Most people are aware that consumption of Halal is integral to the belief of Muslims. When the vast gamut of products available for sale in the country is considered, Halal certification remains limited to relatively few and the fear of Halal being extended for each and every product is not only unfounded but also impractical and irrelevant.

The heart of the maelstrom appears to be symbolism. Halal is a symbol of the Muslim population globally and therefore has been picked as the mascot, as it were, for the divisive campaign launched by various groups. Initially the battle was launched on the grounds that the Halal process was expensive and is a burden to the business community. The All Ceylon Jamiyyathul Ulama (ACJU) came out with the breakdown of the cost for the certification process which clearly showed it was minor and income went in to meeting administrative expenses.

It is a point of note that none of the 150-odd companies that have obtained the certification came forward to support the platform forged by the Bodu Bala Sena (BBS) which insists Halal certification was unfair, a cost to the consumer and against the business interests of companies. This is despite the fact that only a limited number of products which currently carry Halal certification,  they are mostly aimed at Muslim consumers, and the relatively low low service fee charged.

In fact the Halal process gave the stamp of approval necessary for Sri Lankan goods to be exports to Muslim markets such as the Middle East, South Asia and Southeast Asia earning the country much-needed foreign exchange. The BBS responded by conceding that this could be allowed but insist that local Muslims should be satisfied with reading ingredients on the packaging.

So far the Government has refused to absorb the Halal certificate under its standardisation framework despite the ACJU clearly stating that it was open to such a move in response to allegation that the religious body has no right to issue certification. The Government appears to be indecisive fearing that entrusting Halal certification to Sri Lanka Standards Institution would in effect means officially recognising the Islamic practice.

Interestingly, only two other countries in the world – Thailand and Singapore – have Government-controlled Halal certification process but it is done with consultation from Muslim religious leaders. Why Sri Lanka alone, where 70% of the population follows the most tolerant religion on earth, needs such stringent process is indeed an oddity.   

A way out of the impasse could be ACJU to continue the certification process with companies being told that having the Halal logo in Arabic on packaging is not a requirement. Some countries follow this option. However, carrying Halal logo can be permitted on relevant products for exports to Muslim markets overseas. A dialogue between various stakeholders with trust and understanding can bring about a peaceful solution.

Even more dishearteningly there are signs that some extremist elements will not stop at the completely voluntary and benign Halal process but expand into criticising and demanding bans on goods produced by Muslim-owned but essentially Sri Lankan companies whose employees are multi-ethnic.

Perhaps the most insidious and diabolical of these are the massive campaigns being carried out via social media networks.
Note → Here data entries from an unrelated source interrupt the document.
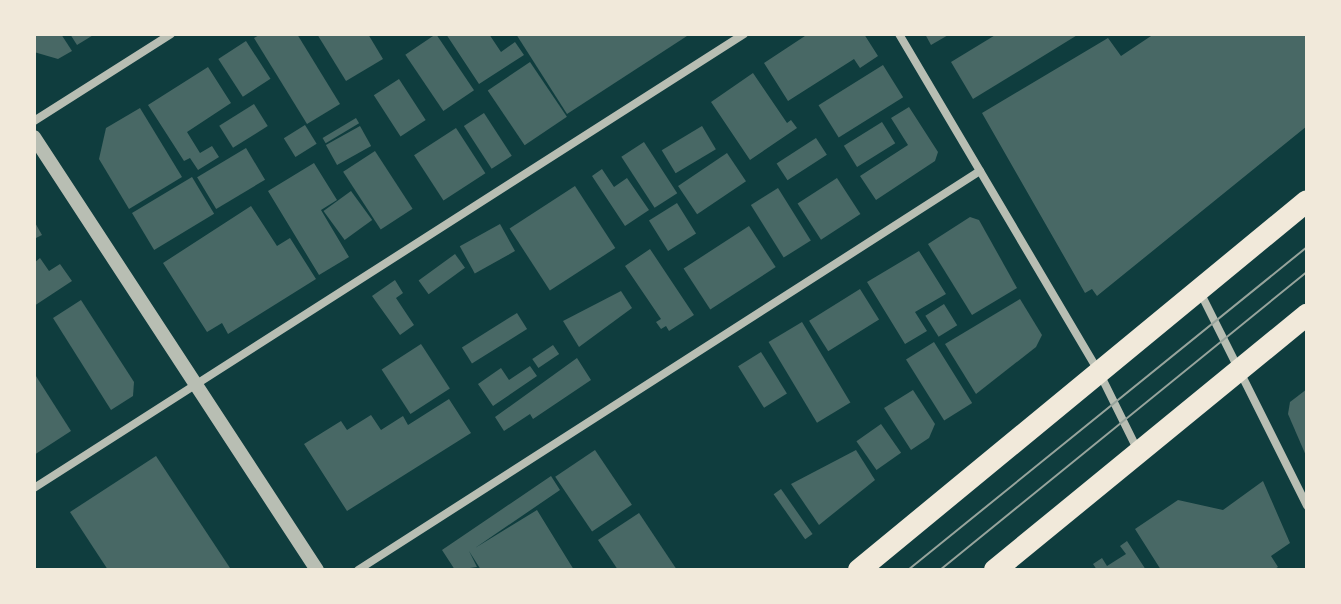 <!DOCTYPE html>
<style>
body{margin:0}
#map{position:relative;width:1341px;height:604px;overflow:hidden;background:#0f3d3e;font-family:"Source Sans 3",sans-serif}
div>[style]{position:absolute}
.building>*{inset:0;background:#486865;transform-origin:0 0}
.minor>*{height:8px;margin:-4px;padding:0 4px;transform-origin:4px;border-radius:4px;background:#b8beb3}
.tertiary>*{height:14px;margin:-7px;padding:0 7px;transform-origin:7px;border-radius:7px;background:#b8beb3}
.trunk>*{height:22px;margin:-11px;padding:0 11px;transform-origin:11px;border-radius:11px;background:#f1e9da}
.tram>*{height:2px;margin:-1px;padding:0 1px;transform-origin:1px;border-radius:1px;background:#97a49c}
span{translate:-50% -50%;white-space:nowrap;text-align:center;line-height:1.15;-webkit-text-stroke:7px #f1e9da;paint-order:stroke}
.frame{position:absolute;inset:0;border:36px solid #f1e9da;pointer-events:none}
</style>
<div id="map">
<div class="building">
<i style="clip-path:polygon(34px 34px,61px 34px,72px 51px,58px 59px,34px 52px)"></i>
<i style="clip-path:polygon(70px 34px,95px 34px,77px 45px)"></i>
<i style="clip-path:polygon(261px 34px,297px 34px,340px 104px,307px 124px,254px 38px)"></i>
<i style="clip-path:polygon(317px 34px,368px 34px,383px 59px,346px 81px)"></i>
<i style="left:436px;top:34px;width:68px;height:37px;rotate:56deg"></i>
<i style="clip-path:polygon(446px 34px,489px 34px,501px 52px,515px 42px,524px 55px,479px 84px)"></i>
<i style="clip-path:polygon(516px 34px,686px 34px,687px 36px,567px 114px)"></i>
<i style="clip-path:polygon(808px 34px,864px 34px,878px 56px,860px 68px,854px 59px,788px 101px,764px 63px)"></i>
<i style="clip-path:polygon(925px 34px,950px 34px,931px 45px)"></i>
<i style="clip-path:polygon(997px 34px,1079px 34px,973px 99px,951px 62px)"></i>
<i style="clip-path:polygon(1154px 34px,1305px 34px,1307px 126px,1097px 296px,1092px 289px,1085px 293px,982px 113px,1108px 38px,1121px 56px)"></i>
<i style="left:246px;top:41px;width:45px;height:33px;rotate:57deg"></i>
<i style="left:530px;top:62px;width:66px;height:51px;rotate:56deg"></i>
<i style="left:883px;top:65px;width:38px;height:76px;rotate:58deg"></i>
<i style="clip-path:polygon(208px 67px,231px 103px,187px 132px,200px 153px,212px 146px,219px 157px,198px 170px,190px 158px,184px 161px,148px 105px)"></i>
<i style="clip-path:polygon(753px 73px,787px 123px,791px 120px,797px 128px,750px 160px,711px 102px)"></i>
<i style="left:399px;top:79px;width:49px;height:30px;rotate:57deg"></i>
<i style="left:254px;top:104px;width:26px;height:41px;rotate:58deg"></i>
<i style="clip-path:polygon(909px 107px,938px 152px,935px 161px,876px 200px,860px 176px,908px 145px,891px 118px)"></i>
<i style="clip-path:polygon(140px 108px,182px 177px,129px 209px,99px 159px,106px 128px)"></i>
<i style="left:484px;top:113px;width:51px;height:24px;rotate:57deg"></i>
<i style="left:356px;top:118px;width:6px;height:39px;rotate:59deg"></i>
<i style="left:882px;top:122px;width:25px;height:45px;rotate:58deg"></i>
<i style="left:305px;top:125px;width:22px;height:25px;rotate:58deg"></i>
<i style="left:360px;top:126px;width:23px;height:39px;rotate:61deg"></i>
<i style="left:702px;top:126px;width:27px;height:47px;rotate:59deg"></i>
<i style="left:456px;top:128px;width:54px;height:50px;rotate:57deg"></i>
<i style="left:816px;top:138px;width:20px;height:47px;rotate:57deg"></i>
<i style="left:644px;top:142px;width:61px;height:27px;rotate:57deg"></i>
<i style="left:246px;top:148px;width:37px;height:57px;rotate:59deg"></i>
<i style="left:375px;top:151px;width:69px;height:38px;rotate:57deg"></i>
<i style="left:727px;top:153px;width:34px;height:59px;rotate:56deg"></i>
<i style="clip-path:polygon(314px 163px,337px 200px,321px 210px,349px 257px,319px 275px,268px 191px)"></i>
<i style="clip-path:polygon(602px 169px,614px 187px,627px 178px,649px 210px,625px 226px,592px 176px)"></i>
<i style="left:192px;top:177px;width:43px;height:70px;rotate:59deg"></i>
<i style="left:837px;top:178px;width:43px;height:47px;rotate:57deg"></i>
<i style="left:575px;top:186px;width:74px;height:78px;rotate:57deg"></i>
<i style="left:778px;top:188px;width:62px;height:32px;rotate:58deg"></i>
<i style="left:351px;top:191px;width:36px;height:34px;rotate:54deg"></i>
<i style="left:677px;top:203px;width:36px;height:33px;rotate:58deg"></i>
<i style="clip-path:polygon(251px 206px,277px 246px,290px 238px,316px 279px,228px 334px,222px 323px,207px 332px,163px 263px)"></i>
<i style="clip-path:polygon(970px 217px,979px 220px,1017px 288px,972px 315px,928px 244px)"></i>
<i style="clip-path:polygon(34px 221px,42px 235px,34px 239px)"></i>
<i style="left:500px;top:224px;width:31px;height:46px;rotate:61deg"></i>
<i style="left:749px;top:226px;width:49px;height:78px;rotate:57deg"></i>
<i style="clip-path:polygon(650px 249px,694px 315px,669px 331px,666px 326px,661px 329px,656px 322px,661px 319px,625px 266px)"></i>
<i style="clip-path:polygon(919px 251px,946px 294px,915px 312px,927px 331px,905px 344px,867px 282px)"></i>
<i style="left:455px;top:254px;width:17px;height:45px;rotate:54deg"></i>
<i style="clip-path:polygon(40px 258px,49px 271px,60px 264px,72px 281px,34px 306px,34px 263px)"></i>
<i style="clip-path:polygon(395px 280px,403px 293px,396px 298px,414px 325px,400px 335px,372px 296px)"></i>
<i style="left:860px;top:289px;width:36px;height:60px;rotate:58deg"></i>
<i style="clip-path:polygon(621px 291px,632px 308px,579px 347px,563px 321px)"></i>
<i style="clip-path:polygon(1020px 299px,1042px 335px,1036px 347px,976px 394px,945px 344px)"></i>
<i style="clip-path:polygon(81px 300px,134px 382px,133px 396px,111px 410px,53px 318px)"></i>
<i style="left:944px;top:304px;width:25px;height:22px;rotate:58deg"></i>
<i style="left:517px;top:313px;width:19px;height:65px;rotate:58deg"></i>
<i style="left:802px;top:322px;width:94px;height:39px;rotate:59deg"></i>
<i style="left:934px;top:342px;width:72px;height:33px;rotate:58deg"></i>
<i style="left:421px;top:344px;width:53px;height:47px;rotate:57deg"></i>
<i style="left:553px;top:345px;width:11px;height:25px;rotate:56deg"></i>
<i style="left:761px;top:352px;width:49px;height:27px;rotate:58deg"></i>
<i style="clip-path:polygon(577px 358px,591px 380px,533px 419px,530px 414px,504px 431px,495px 417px)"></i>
<i style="clip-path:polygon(530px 366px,537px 376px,493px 406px,478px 384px,501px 368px,509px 380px)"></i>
<i style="clip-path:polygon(34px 373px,71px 431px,34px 455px)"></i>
<i style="clip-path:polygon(1307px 389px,1307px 458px,1288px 414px,1290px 402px)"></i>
<i style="clip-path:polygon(913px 390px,935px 424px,929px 438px,911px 450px,884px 408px)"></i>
<i style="clip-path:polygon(449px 399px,471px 433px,347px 511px,304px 444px,341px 421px,347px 430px,371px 415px,381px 430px,403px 416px,408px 425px)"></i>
<i style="left:881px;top:424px;width:35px;height:30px;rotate:55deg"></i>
<i style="left:595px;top:450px;width:66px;height:48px;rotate:56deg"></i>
<i style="clip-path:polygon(856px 450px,875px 480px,819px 525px,791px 484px)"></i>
<i style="clip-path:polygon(156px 456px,230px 568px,227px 570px,108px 570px,70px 512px)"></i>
<i style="clip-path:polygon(551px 476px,560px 490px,475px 548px,537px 510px,574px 570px,481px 570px,469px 551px,477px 567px,455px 570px,442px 550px)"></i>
<i style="clip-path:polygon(1263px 481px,1290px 543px,1271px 556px,1278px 567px,1273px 570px,1161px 570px,1135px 529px,1178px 500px,1223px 510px)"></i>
<i style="left:781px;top:489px;width:55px;height:9px;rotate:55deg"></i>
<i style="clip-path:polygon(639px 513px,677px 570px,618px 570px,598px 540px)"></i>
<i style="clip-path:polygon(1127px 541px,1146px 570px,1097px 570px,1093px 564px,1102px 558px,1107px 566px,1126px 554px,1120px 546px)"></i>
</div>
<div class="minor">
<i style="left:899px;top:34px;width:395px;rotate:59.4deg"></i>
<i style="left:1100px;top:374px;width:84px;rotate:63.7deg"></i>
<i style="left:34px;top:121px;width:162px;rotate:-32.4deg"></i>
<i style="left:1200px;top:292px;width:239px;rotate:63.4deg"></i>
<i style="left:34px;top:488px;width:843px;rotate:-32.6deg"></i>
<i style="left:358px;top:570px;width:739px;rotate:-32.68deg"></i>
</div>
<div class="tertiary">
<i style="left:34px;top:137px;width:517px;rotate:56.83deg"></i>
</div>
<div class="trunk">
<i style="left:859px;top:570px;width:580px;rotate:-39.48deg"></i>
<i style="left:995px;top:570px;width:403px;rotate:-39.3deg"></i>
</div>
<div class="tram">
<i style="left:908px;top:570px;width:513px;rotate:-38.99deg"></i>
<i style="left:940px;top:570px;width:473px;rotate:-39.1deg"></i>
</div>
<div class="frame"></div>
</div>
These include a call for women to stop using a brand of sanitary napkins, marketed by a listed blue chip with Muslim shareholders, on the completely unsubstantiated grounds that it will cause sterility – all this as part of a larger “campaign” to “prevent a Muslim from becoming the President by 2050,” allegedly referring to a statement once made by the late SLMC Leader A.H.M. Ashroff.
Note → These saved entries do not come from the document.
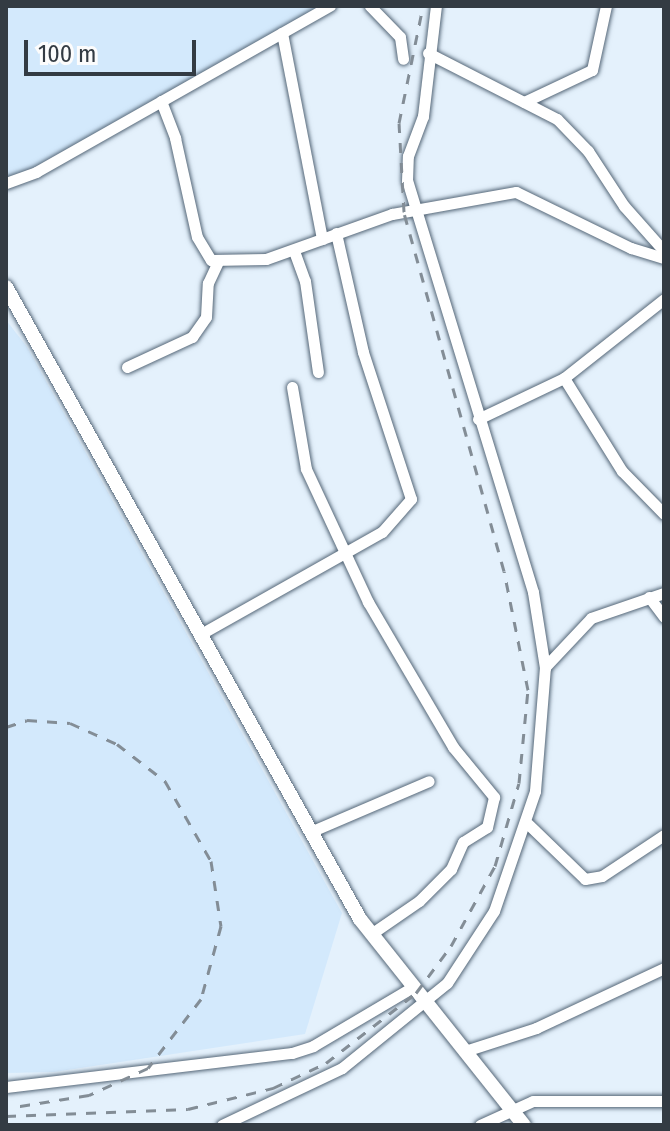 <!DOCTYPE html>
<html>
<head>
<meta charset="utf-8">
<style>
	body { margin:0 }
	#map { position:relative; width:670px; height:1131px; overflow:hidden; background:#e4f1fc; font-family:"Fira Sans Condensed",sans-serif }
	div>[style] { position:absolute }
	.built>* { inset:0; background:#d3e9fc }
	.roads { filter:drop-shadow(0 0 2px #556778) drop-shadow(0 0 2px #556778) }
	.minor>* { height:11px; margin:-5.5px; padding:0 5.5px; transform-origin:5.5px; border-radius:5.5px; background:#fff }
	.tertiary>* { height:14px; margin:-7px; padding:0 7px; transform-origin:7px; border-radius:7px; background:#fff }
	.rail>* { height:3px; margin-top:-1.5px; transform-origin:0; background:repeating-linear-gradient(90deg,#838d96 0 10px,transparent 0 20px) }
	span { translate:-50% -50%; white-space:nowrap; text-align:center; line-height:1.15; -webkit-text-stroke:6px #fcfcfc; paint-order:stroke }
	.frame { position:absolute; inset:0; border:8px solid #333b43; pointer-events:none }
	.scale { position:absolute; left:24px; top:40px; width:172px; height:36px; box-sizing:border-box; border:4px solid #333b43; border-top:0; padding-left:10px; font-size:24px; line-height:28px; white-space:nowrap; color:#333b43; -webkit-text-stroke:6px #fcfcfc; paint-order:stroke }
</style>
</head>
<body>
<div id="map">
	<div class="built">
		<i style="clip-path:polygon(6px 6px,325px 6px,6px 183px)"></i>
		<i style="clip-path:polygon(6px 320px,27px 347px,342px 913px,305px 1034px,54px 1072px,6px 1073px)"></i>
	</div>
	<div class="roads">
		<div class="minor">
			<i style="left:370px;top:6px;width:43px;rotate:45.9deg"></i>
			<i style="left:400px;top:37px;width:22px;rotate:82deg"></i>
			<i style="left:282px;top:33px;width:210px;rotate:79deg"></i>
			<i style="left:428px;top:53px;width:145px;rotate:27.1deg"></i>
			<i style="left:557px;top:119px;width:45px;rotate:45.9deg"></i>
			<i style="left:588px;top:151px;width:66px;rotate:56.8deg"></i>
			<i style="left:624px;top:206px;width:60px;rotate:48.4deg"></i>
			<i style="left:161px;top:101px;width:40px;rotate:69deg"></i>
			<i style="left:175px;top:138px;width:101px;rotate:77.5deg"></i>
			<i style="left:197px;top:237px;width:27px;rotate:59deg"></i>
			<i style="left:211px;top:260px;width:55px;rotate:-1deg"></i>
			<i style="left:266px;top:259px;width:134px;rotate:-19.7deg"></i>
			<i style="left:392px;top:214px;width:126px;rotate:-10.1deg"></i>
			<i style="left:516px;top:192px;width:128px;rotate:26deg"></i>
			<i style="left:631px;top:248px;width:34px;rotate:17deg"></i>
			<i style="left:524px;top:102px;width:75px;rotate:-25.2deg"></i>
			<i style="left:592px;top:70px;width:66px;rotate:-77.7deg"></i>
			<i style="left:6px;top:183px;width:32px;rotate:-20deg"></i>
			<i style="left:36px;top:172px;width:338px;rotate:-29.5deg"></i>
			<i style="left:294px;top:251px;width:32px;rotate:70deg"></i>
			<i style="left:305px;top:281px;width:92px;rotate:81.9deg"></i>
			<i style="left:127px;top:367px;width:72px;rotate:-24.8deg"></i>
			<i style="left:192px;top:337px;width:24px;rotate:-55deg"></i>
			<i style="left:206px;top:317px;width:34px;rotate:-87deg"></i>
			<i style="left:208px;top:283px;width:23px;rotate:-65deg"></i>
			<i style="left:564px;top:378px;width:110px;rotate:58.1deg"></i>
			<i style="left:622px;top:471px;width:60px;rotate:45.7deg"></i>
			<i style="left:292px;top:387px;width:83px;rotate:80.3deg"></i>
			<i style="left:306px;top:469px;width:147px;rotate:65deg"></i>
			<i style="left:368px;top:602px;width:168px;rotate:59.6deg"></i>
			<i style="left:453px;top:747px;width:65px;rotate:50.6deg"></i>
			<i style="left:494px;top:797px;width:31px;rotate:103deg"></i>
			<i style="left:487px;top:827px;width:28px;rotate:148deg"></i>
			<i style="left:463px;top:842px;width:30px;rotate:114deg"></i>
			<i style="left:451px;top:869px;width:45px;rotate:135deg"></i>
			<i style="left:419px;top:901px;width:58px;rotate:145.5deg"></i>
			<i style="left:478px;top:419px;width:95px;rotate:-25.5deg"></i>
			<i style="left:564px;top:378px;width:127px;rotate:-38.3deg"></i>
			<i style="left:649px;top:597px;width:25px;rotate:53deg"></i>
			<i style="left:199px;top:635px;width:210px;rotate:-29.4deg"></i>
			<i style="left:382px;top:532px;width:44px;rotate:-48.7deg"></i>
			<i style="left:411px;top:499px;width:155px;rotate:-108.1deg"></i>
			<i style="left:363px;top:352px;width:122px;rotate:-102.8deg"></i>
			<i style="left:545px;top:667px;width:67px;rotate:-46.8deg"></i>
			<i style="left:591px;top:618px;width:77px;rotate:-18.9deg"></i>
			<i style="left:528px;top:824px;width:79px;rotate:44deg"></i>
			<i style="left:585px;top:879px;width:17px;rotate:-10deg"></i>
			<i style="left:602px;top:876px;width:74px;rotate:-33.5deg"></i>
			<i style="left:310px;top:832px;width:129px;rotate:-23.2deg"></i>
			<i style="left:465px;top:1051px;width:75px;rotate:-17.9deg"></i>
			<i style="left:536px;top:1028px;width:141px;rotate:-25.1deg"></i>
			<i style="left:6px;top:1087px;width:288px;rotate:-6.8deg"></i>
			<i style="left:292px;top:1053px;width:22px;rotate:-18deg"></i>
			<i style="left:313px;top:1046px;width:114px;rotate:-30.6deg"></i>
			<i style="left:222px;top:1125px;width:133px;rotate:-25.4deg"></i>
			<i style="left:342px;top:1068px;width:135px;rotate:-39deg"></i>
			<i style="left:447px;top:983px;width:86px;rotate:-56.9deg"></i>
			<i style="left:494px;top:911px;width:127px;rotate:-71.1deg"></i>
			<i style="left:535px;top:791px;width:123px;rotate:-85.4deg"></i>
			<i style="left:545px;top:668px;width:77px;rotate:-99deg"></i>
			<i style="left:533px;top:592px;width:430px;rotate:-107deg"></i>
			<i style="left:407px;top:181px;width:25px;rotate:-88deg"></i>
			<i style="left:408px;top:156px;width:43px;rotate:-69.4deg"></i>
			<i style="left:423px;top:116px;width:111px;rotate:-83.3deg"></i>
			<i style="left:480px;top:1125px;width:58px;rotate:-24.4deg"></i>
			<i style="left:533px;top:1101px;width:131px"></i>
		</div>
		<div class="tertiary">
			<i style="left:6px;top:287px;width:724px;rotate:60.75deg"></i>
			<i style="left:360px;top:919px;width:263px;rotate:51.5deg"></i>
		</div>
	</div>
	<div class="rail">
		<i style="left:6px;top:727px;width:22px;rotate:-18deg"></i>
		<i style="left:27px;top:720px;width:43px;rotate:4deg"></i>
		<i style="left:70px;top:723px;width:51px;rotate:24.1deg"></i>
		<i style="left:117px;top:744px;width:61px;rotate:37.6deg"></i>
		<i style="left:165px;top:781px;width:92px;rotate:60.1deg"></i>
		<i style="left:211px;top:861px;width:66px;rotate:81.3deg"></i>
		<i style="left:221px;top:926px;width:76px;rotate:105.3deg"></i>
		<i style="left:201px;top:999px;width:87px;rotate:127.5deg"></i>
		<i style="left:148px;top:1068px;width:65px;rotate:155.4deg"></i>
		<i style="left:89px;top:1095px;width:76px;rotate:170.9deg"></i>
		<i style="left:6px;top:1116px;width:182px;rotate:-2.2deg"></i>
		<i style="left:188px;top:1109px;width:88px;rotate:-13.9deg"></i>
		<i style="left:273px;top:1088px;width:59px;rotate:-25.3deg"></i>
		<i style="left:326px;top:1063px;width:114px;rotate:-37.9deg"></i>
		<i style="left:416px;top:993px;width:59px;rotate:-53.3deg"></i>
		<i style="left:451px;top:946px;width:91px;rotate:-61.2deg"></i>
		<i style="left:495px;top:866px;width:86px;rotate:-73.9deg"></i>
		<i style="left:519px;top:783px;width:93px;rotate:-84.5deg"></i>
		<i style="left:528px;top:690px;width:121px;rotate:-101.4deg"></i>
		<i style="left:504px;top:571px;width:373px;rotate:-105.6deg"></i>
		<i style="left:404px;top:212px;width:89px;rotate:-93.2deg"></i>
		<i style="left:399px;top:123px;width:119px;rotate:-78.4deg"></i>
	</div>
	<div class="frame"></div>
	<div class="scale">100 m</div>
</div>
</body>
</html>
The Government must be commended for giving a fair hearing for issues raised by both the BBS and Muslim community. However, the failure to put an end to current tensions in a direct and decisive manner has exacerbated worries and exposed the much-needed credibility on protecting minority rights. Except for an armed rebellion by a group, Sri Lanka has by and large enjoyed unity in diversity. This must be preserved with a greater degree of value, respect, empathy and responsibility lest the nation destroy the hard-won peace and social ties preserved over generations.